I’m generating panels on a curved surface in Grasshopper. Initially, I used polylines to define the panel boundaries. However, since polylines are segmented, the resulting panel edges are not perfectly smooth. When I extract edge lengths for fabrication, the “kinks” are detected as separate edges, which creates problems.
To solve this, I replaced the polylines with interpolated curves in order to get perfectly smooth edges. Then I used these curves to split the surface.
However, I’m now facing a new issue:
In some regions, the Surface Split operation fails and certain areas do not split correctly.
All your file does is successfully crash my Rhino. You are going to be more successful using UV params. If equidistant spacings are important (from the looks of the picture, it is not) you will have to look at the panelling tools plug-in.

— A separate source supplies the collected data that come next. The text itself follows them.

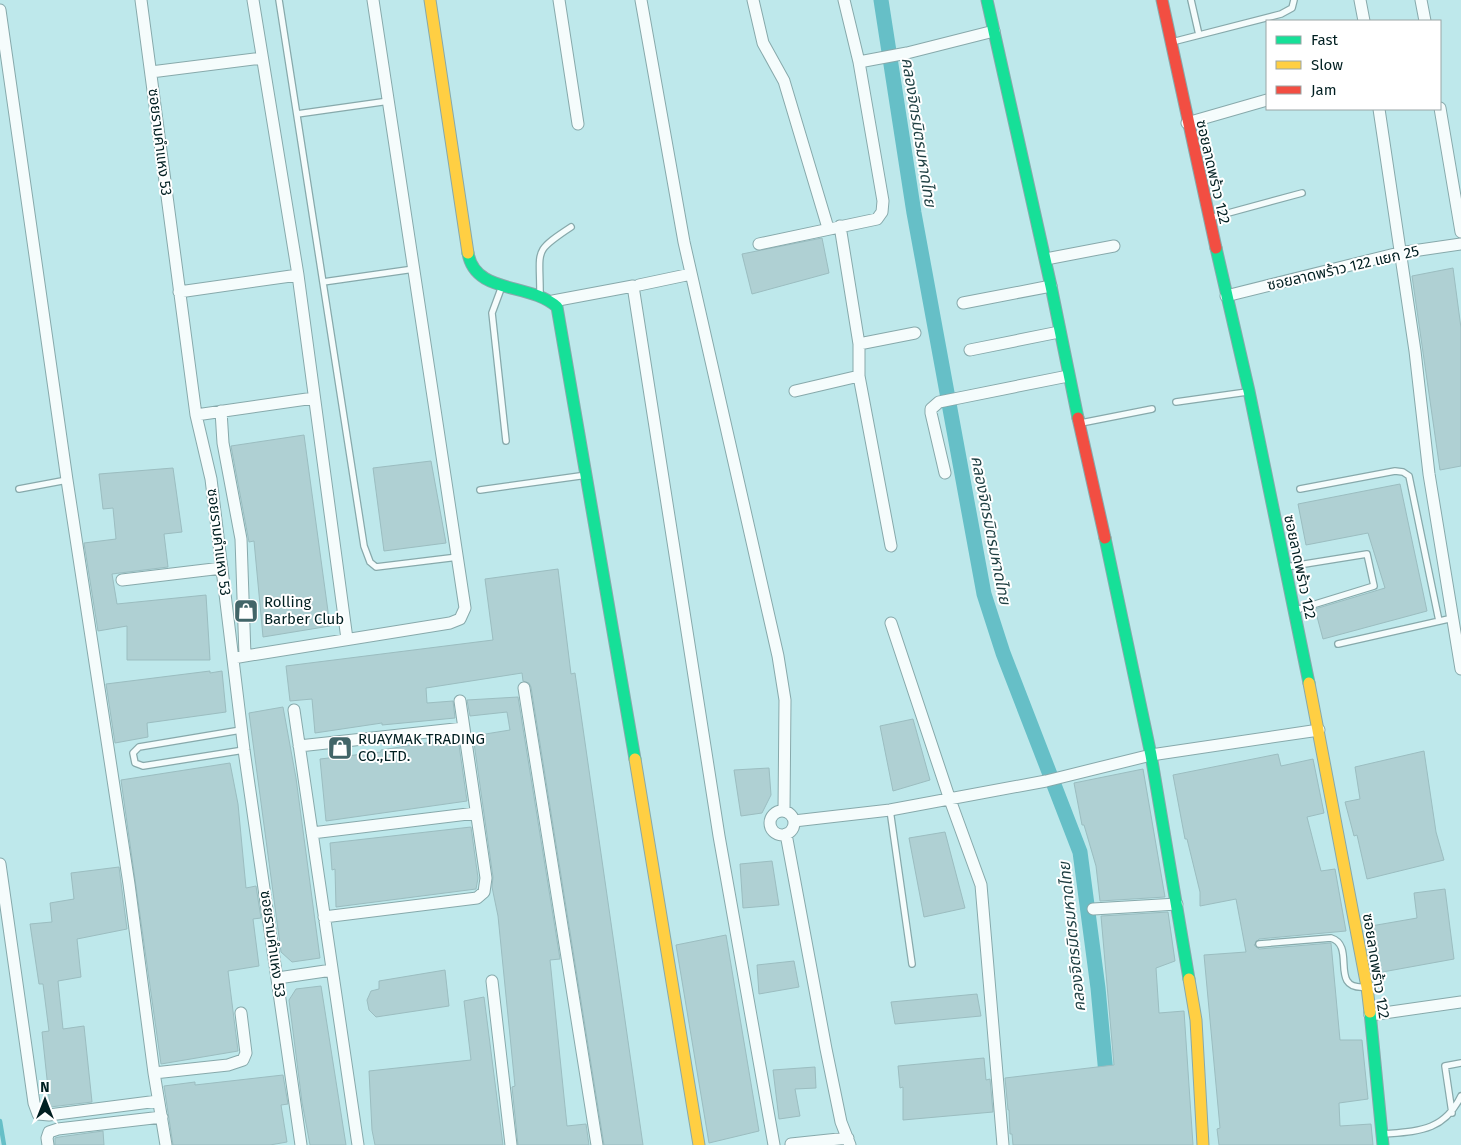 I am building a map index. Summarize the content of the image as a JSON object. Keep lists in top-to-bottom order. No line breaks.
{"streets":{"street":["ซอยรามคำแหง 53","ซอยลาดพร้าว 122","ซอยลาดพร้าว 122 แยก 25"]},"crossings":[["ซอยลาดพร้าว 122","ซอยลาดพร้าว 122 แยก 25"]],"water":["คลองจิตรมิตรมหาดไทย"],"places":{"shop":["Rolling Barber Club","RUAYMAK TRADING CO.,LTD."]},"legend":["Fast","Slow","Jam"],"north":"top"} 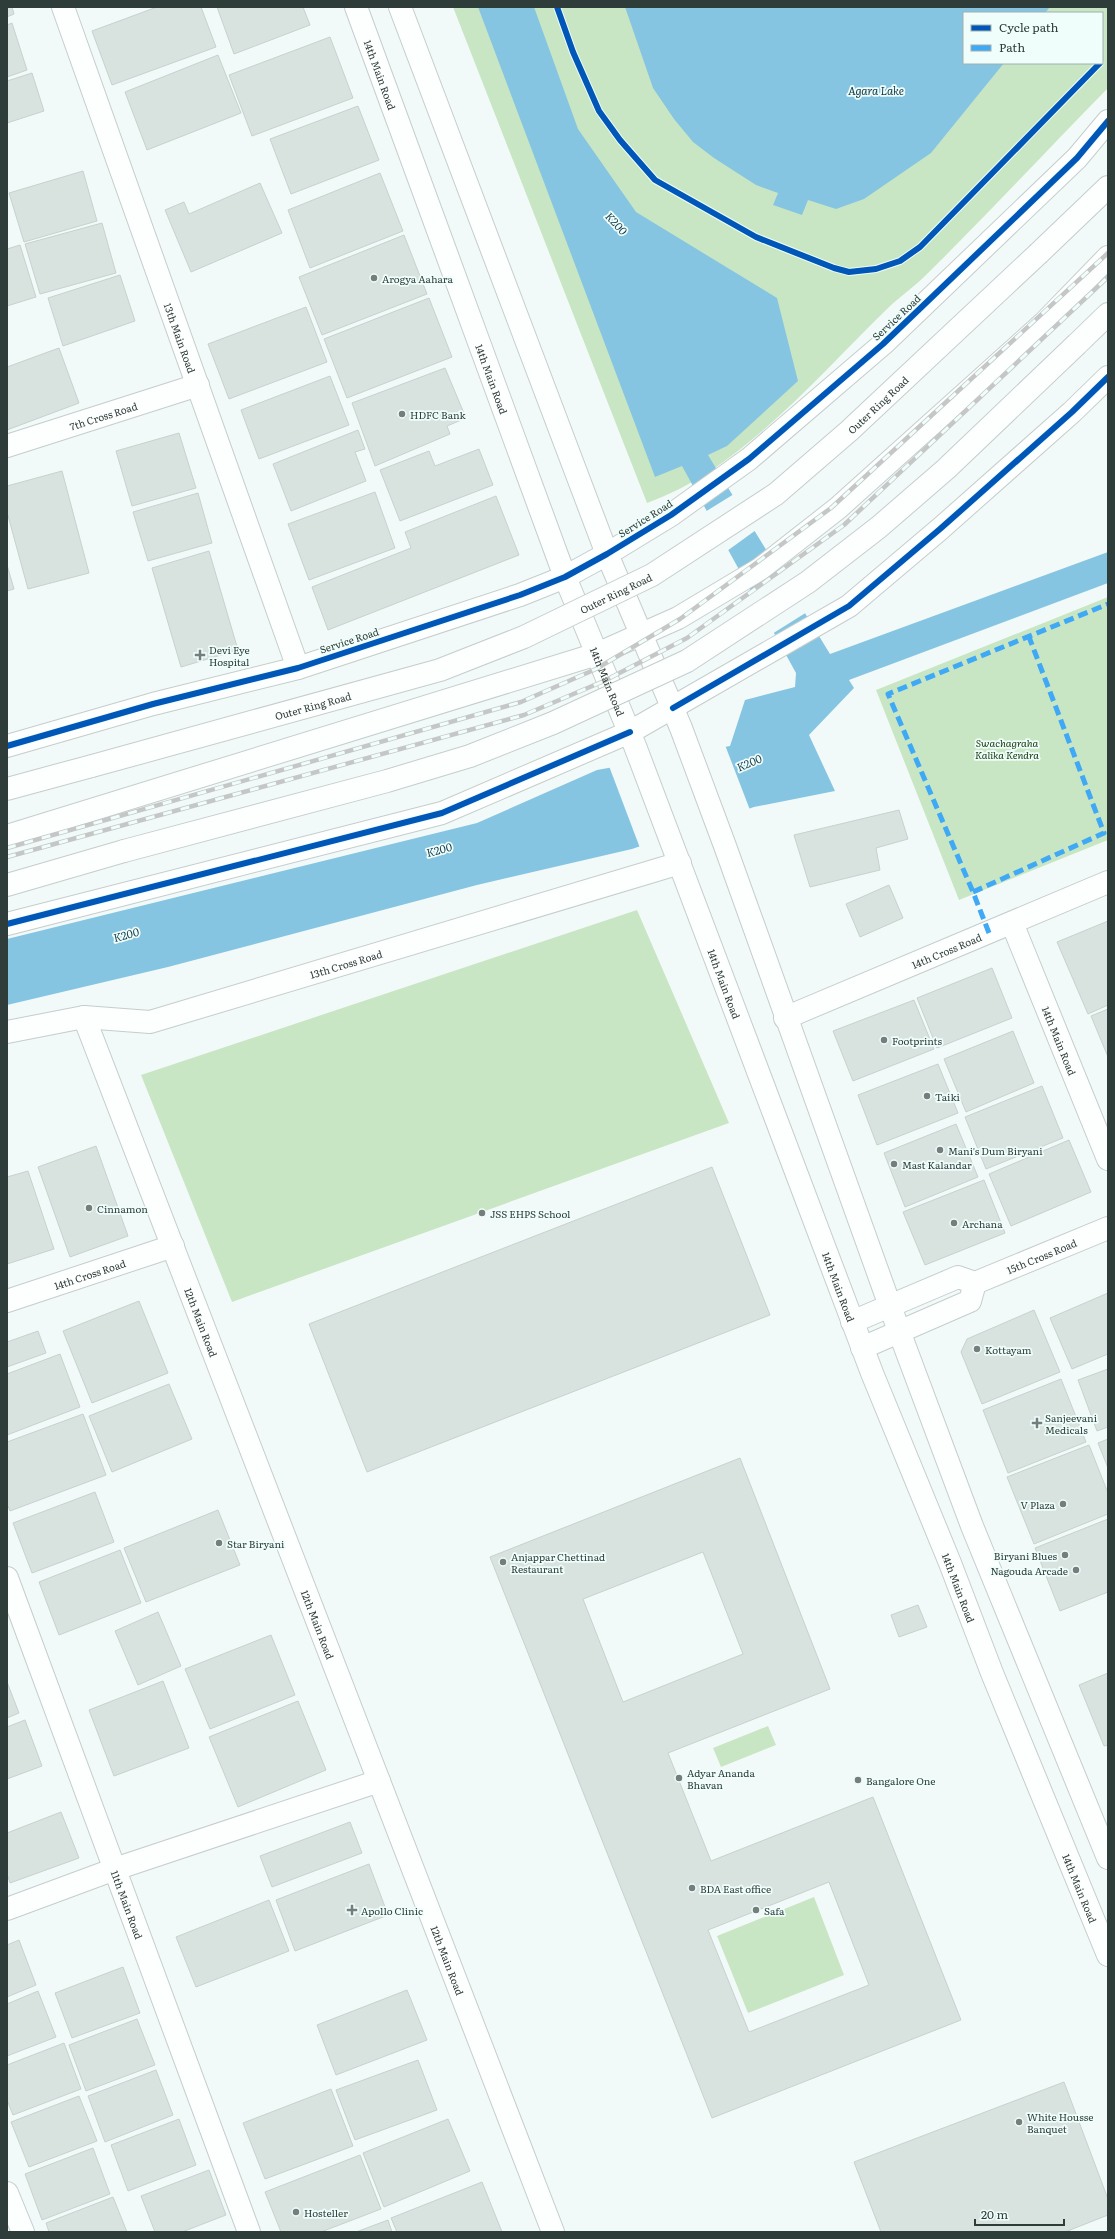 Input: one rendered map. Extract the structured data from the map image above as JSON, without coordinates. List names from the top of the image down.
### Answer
{
  "streets": {
    "main road": [
      "14th Main Road",
      "Service Road",
      "13th Main Road",
      "Outer Ring Road",
      "7th Cross Road",
      "14th Cross Road",
      "13th Cross Road",
      "15th Cross Road",
      "12th Main Road",
      "11th Main Road"
    ]
  },
  "crossings": [
    ["14th Main Road", "Service Road"],
    ["14th Main Road", "14th Cross Road"],
    ["14th Main Road", "13th Cross Road"],
    ["Service Road", "13th Main Road"],
    ["13th Main Road", "7th Cross Road"],
    ["14th Cross Road", "12th Main Road"],
    ["13th Cross Road", "12th Main Road"]
  ],
  "water": ["Agara Lake", "K200"],
  "parks": ["Swachagraha Kalika Kendra"],
  "places": {
    "other": [
      "Arogya Aahara",
      "HDFC Bank",
      "Footprints",
      "Taiki",
      "Mani's Dum Biryani",
      "Mast Kalandar",
      "Cinnamon",
      "JSS EHPS School",
      "Archana",
      "Kottayam",
      "V Plaza",
      "Star Biryani",
      "Biryani Blues",
      "Anjappar Chettinad Restaurant",
      "Nagouda Arcade",
      "Adyar Ananda Bhavan",
      "Bangalore One",
      "BDA East office",
      "Safa",
      "White Housse Banquet",
      "Hosteller"
    ],
    "health": ["Devi Eye Hospital", "Sanjeevani Medicals", "Apollo Clinic"]
  },
  "legend": ["Cycle path", "Path"],
  "scale_bar": "20 m"
} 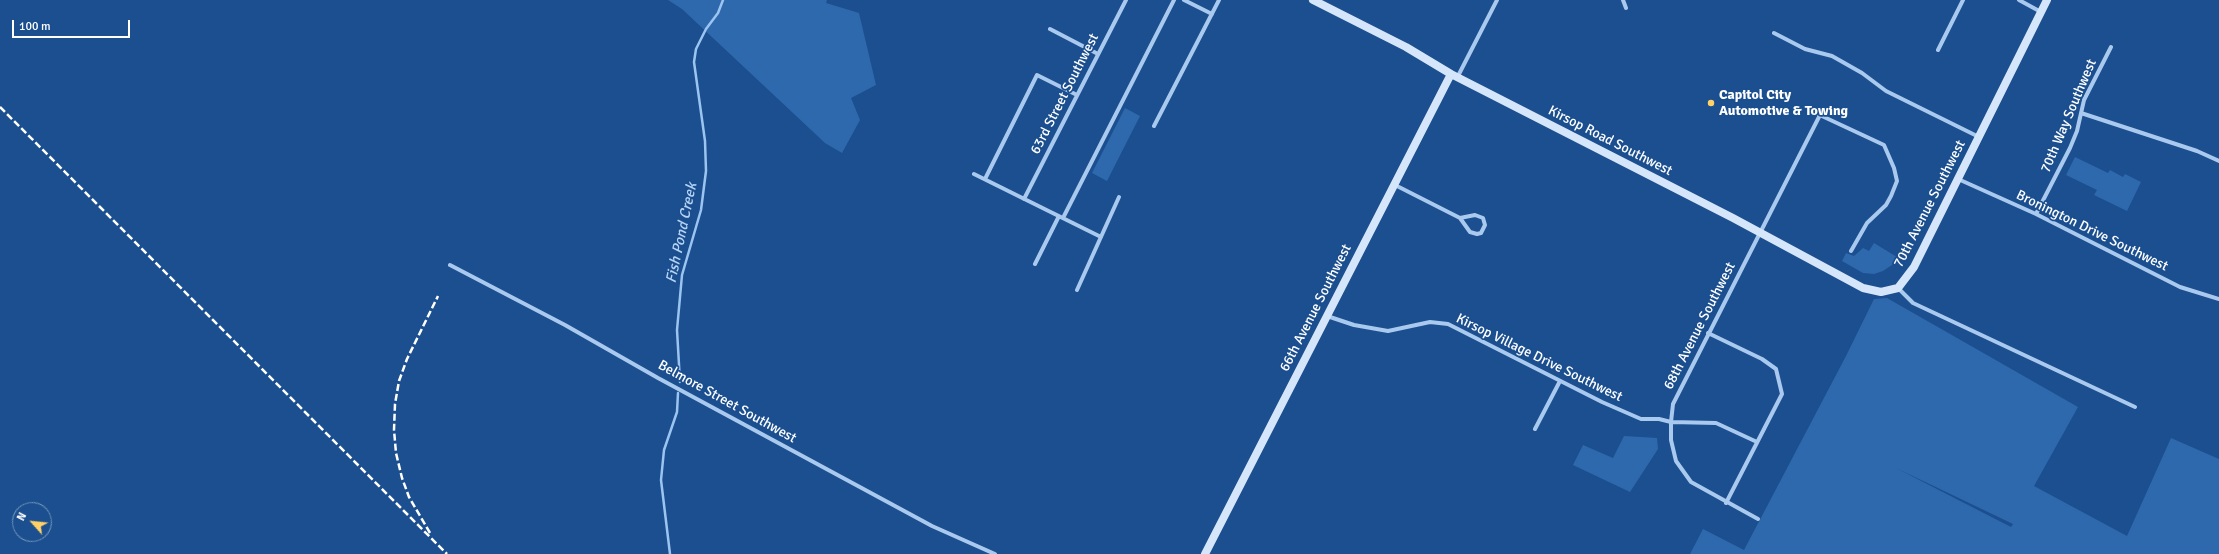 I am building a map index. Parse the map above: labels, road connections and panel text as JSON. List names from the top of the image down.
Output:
{
  "streets": {
    "street": [
      "63rd Street Southwest",
      "70th Way Southwest",
      "Kirsop Road Southwest",
      "70th Avenue Southwest",
      "Bronington Drive Southwest",
      "66th Avenue Southwest",
      "68th Avenue Southwest",
      "Kirsop Village Drive Southwest",
      "Belmore Street Southwest"
    ]
  },
  "crossings": [
    ["70th Way Southwest", "Bronington Drive Southwest"],
    ["Kirsop Road Southwest", "70th Avenue Southwest"],
    ["Kirsop Road Southwest", "66th Avenue Southwest"],
    ["Kirsop Road Southwest", "68th Avenue Southwest"],
    ["70th Avenue Southwest", "Bronington Drive Southwest"],
    ["66th Avenue Southwest", "Kirsop Village Drive Southwest"],
    ["68th Avenue Southwest", "Kirsop Village Drive Southwest"]
  ],
  "water": ["Fish Pond Creek"],
  "places": ["Capitol City Automotive & Towing"],
  "scale_bar": "100 m",
  "north": "top left"
}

What I would suggest, is that you start with the base form (a cone) and then get the brick layout via UV divisions with Iso Trim. Because the form is developable, you will be able to unroll it well with Flow. Unroll the surface to make the perimeter and entrance cuts, and remap to the cone.
The panels need to follow specific measurements, and they won’t be the same size all around. The panels on the visible side must be exactly 8 feet wide, while the panels on the back side can be smaller.
Would it make more sense to first divide the circle by creating lines at 8-foot intervals and then calculate the remaining space at the end? Or is it possible to achieve this layout directly using UV mapping instead?
In this case, the brick-layout will not look the way as in the picture. Each course has a different perimeter length, meaning the mortar joints will overtake each other. For this, panelling tools will be useful. But I think you need to decide on a plan of attack.
Taking your original R9 upload, all you need to do to get all the splits to work is to handle them in two steps. Split the surface with the horizontal curves, then split the result with the vertical ones. You don’t even need the Pulls. Here I internalised your surface and curves to avoid the slowdown from the rest of your processing and make the process obvious (note the flattening):
Well realized. But I don’t understand why this works. Does the order of the curves matter? Could you merge the horizontal curves with the vertical curves (in that order) before inputting to one Split Curve component?
That is what the OP had done and that wasn’t sufficient (and I checked this by inserting a merge component to be certain the curves were ordered correctly) so the way the component works internally means you can’t rely on the order.